Play on. Of all the old books, I have to include Shakespeare as one of my favorites. (I’m actually shocked it took me this long to exhibit my full nerd-dom). I’ve been thinking about music a lot lately – it has always been a part of my life in one form or another, from when I was little and I learned my grandmother was a world class soprano opera singer to early years (or given the theme, my salad days) of violin lessons with Xin Ding (Dad used to call her Shin Dig – he swore every time it was an honest mistake, but I know better).

Despite a long history of sheet music and orchestras - even conducting the score of Pirates of the Caribbean in the chemistry lab when no one was looking - I never thought music would be a large part of my life in El Salvador. The gifts I thought I was bringing here were the practical and the methodical - mathematics, language, science and research. I am a girl very comfortable with knowing the rights and wrongs (you know when you’ve screwed up your Spanish… turns out sentar is very different from sentir - to sit and to feel), but improvisation? Not my thing.

But Shakespeare wasn’t talking about mathematical etudes. He was talking about music that feeds true love. And I’ve fallen in love with El Salvador. And it’s not because I get it right all the time, or because I’m the best at something (which, for me, was a big piece of feeling accepted at Columbia). It’s in large part due to music. My friends, my Salvadoran family, are tied by that one strong thread. When language fails me, or when I don’t understand, somehow I come back to this one part of my life I had always considered sideline stuff, a backdrop to a good college resume. Not as a lifeline, though looking back at my YASC training, that’s exactly what it was.

During our YASC training we attended a bilingual service at Christ Church in Tarrytown in half-English/half-Spanish. The service itself was still pretty new to me, and my fellow YASCers were patient enough to humor my questions: Why do you say it this way? What does the Lord’s Prayer mean to you? Why do some churches have those wafer things and others delicious loaves of real bread?

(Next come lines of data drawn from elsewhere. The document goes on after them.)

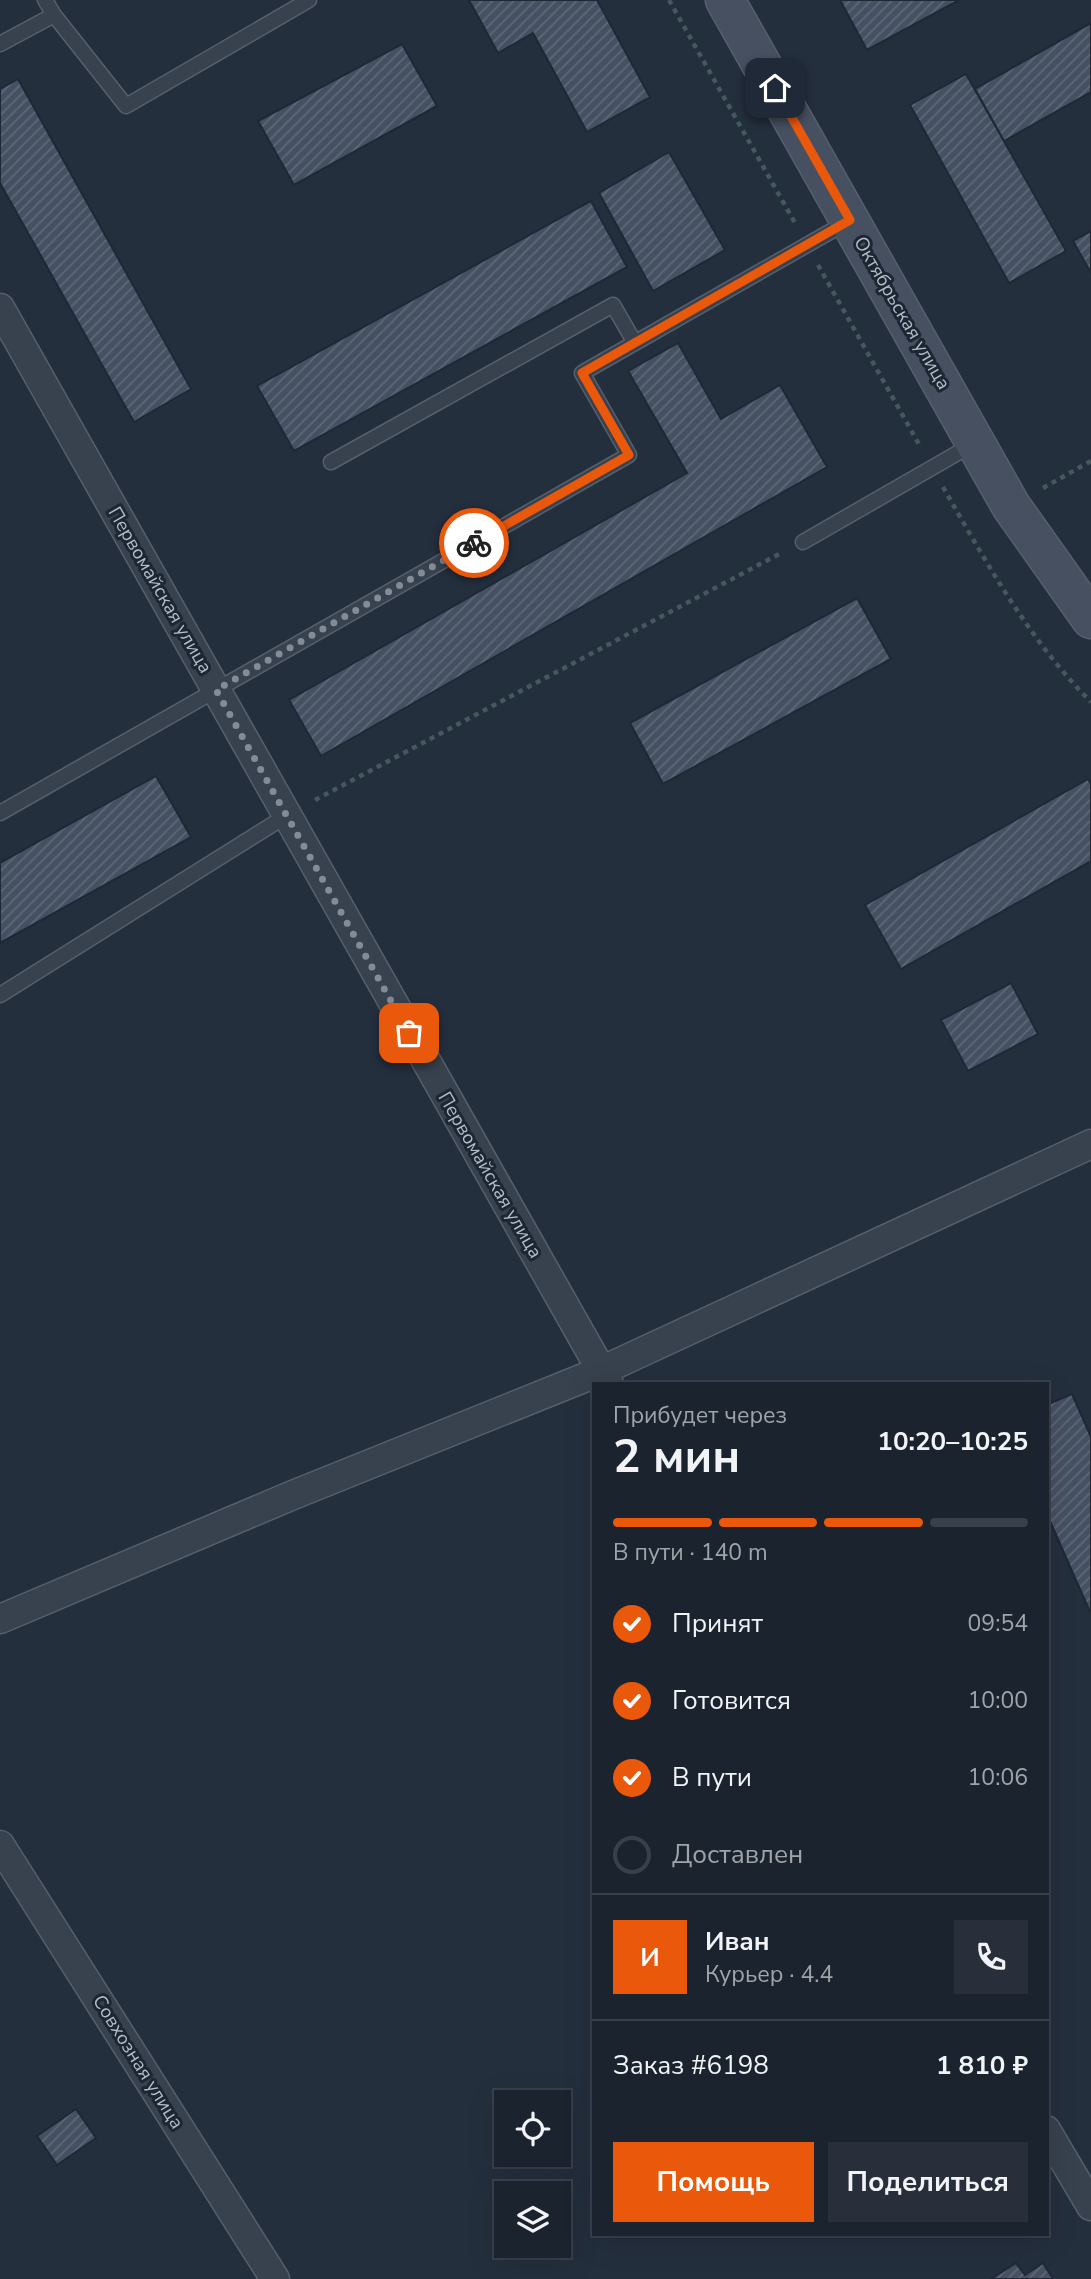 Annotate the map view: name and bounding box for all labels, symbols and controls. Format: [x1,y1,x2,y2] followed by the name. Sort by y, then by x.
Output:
[745,58,805,118] pin
[756,69,794,107] icon: home
[848,232,956,394] street label: Октябрьская улица
[102,502,218,678] street label: Первомайская улица
[439,508,509,578] courier
[455,524,493,562] icon: bike
[379,1003,439,1063] pin
[390,1014,428,1052] icon: bag
[432,1087,548,1263] street label: Первомайская улица
[613,1400,787,1431] text: Прибудет через
[877,1424,1028,1459] text: 10:20–10:25
[613,1425,740,1488] text: 2 мин
[613,1537,768,1568] text: В пути · 140 m
[613,1605,651,1643] icon: check
[672,1606,763,1641] text: Принят
[968,1608,1028,1639] text: 09:54
[613,1682,651,1720] icon: check
[672,1683,791,1718] text: Готовится
[968,1685,1028,1716] text: 10:00
[613,1759,651,1797] icon: check
[672,1760,752,1795] text: В пути
[968,1762,1028,1793] text: 10:06
[672,1837,803,1872] text: Доставлен
[954,1920,1028,1994] button: phone
[705,1924,770,1959] text: Иван
[640,1940,660,1975] text: И
[705,1959,833,1990] text: Курьер · 4.4
[86,1990,190,2134] street label: Совхозная улица
[613,2048,769,2083] text: Заказ #6198
[936,2048,1028,2083] text: 1 810 ₽
[494,2090,571,2258] map controls
[494,2090,571,2167] button: locate
[613,2142,814,2222] button: Помощь
[828,2142,1028,2222] button: Поделиться
[494,2181,571,2258] button: layers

But then someone started to play guitar. A repetitive, strumming rhythm that made sense to me, even the words I could place within my own lexicon because something switches in Spanish. Yes, words are words, translations are literal and effective, but you can’t explain the flow from one sentence to another, or the difference between cielo and heaven. It’s like having someone explain strawberries. You have to taste it to understand.

And I think that’s a lot of what YASC is all about. Elizabeth Boe, Director of the YASC program, is here in El Salvador for the IARCA Synod, a meeting of the Episcopal leaders in Latin America, from Panama to Guatemala. During the meetings, the various Bishops presented social works from each country, ranging from new schools to organic agriculture and capacity building trainings. But with the heat, the language, the rapid-fire references, and ice cream vendors enthusiastically shouting out flavors from the street just outside, it was a meditation exercise of Mr. Myagi-like proportions to fully understand. But at the end, there was a song. The priest from San Juan Evangelista (the host church here in San Salvador) got up and started to play, and it was a song I knew from that first service in Tarrytown.

When you mix the foreign with the familiar a strange thing happens. A recognition that despite the discomfort, the unknown, the scary, the strange… we are a lot closer than we think. It’s that something bigger than yourself that shows up in the strangest ways, but only if you make room for it. For me, YASC is that room, that crowbar that forces open your routines, your preconceptions, your judgments, so that new light can shine through. For each person it’s different. For me, it’s music. Music has come flooding in, the food of love and passion and exploration for things, people and places I never imagined I could relate to, let alone construct my life around. But that’s exactly what has happened.


A long overdue dinner with Elizabeth (from the 815 office) and Rachel (YASCer in Panama) after they arrive in El Salvador for Synod.
Our growing capoeira family here in San Salvador (the big stick is part of an instrument called a berimbau).
All the troublemakers, together at last. Rachel, Joseph (other Panama YASCer) and I the night they arrived for Synod.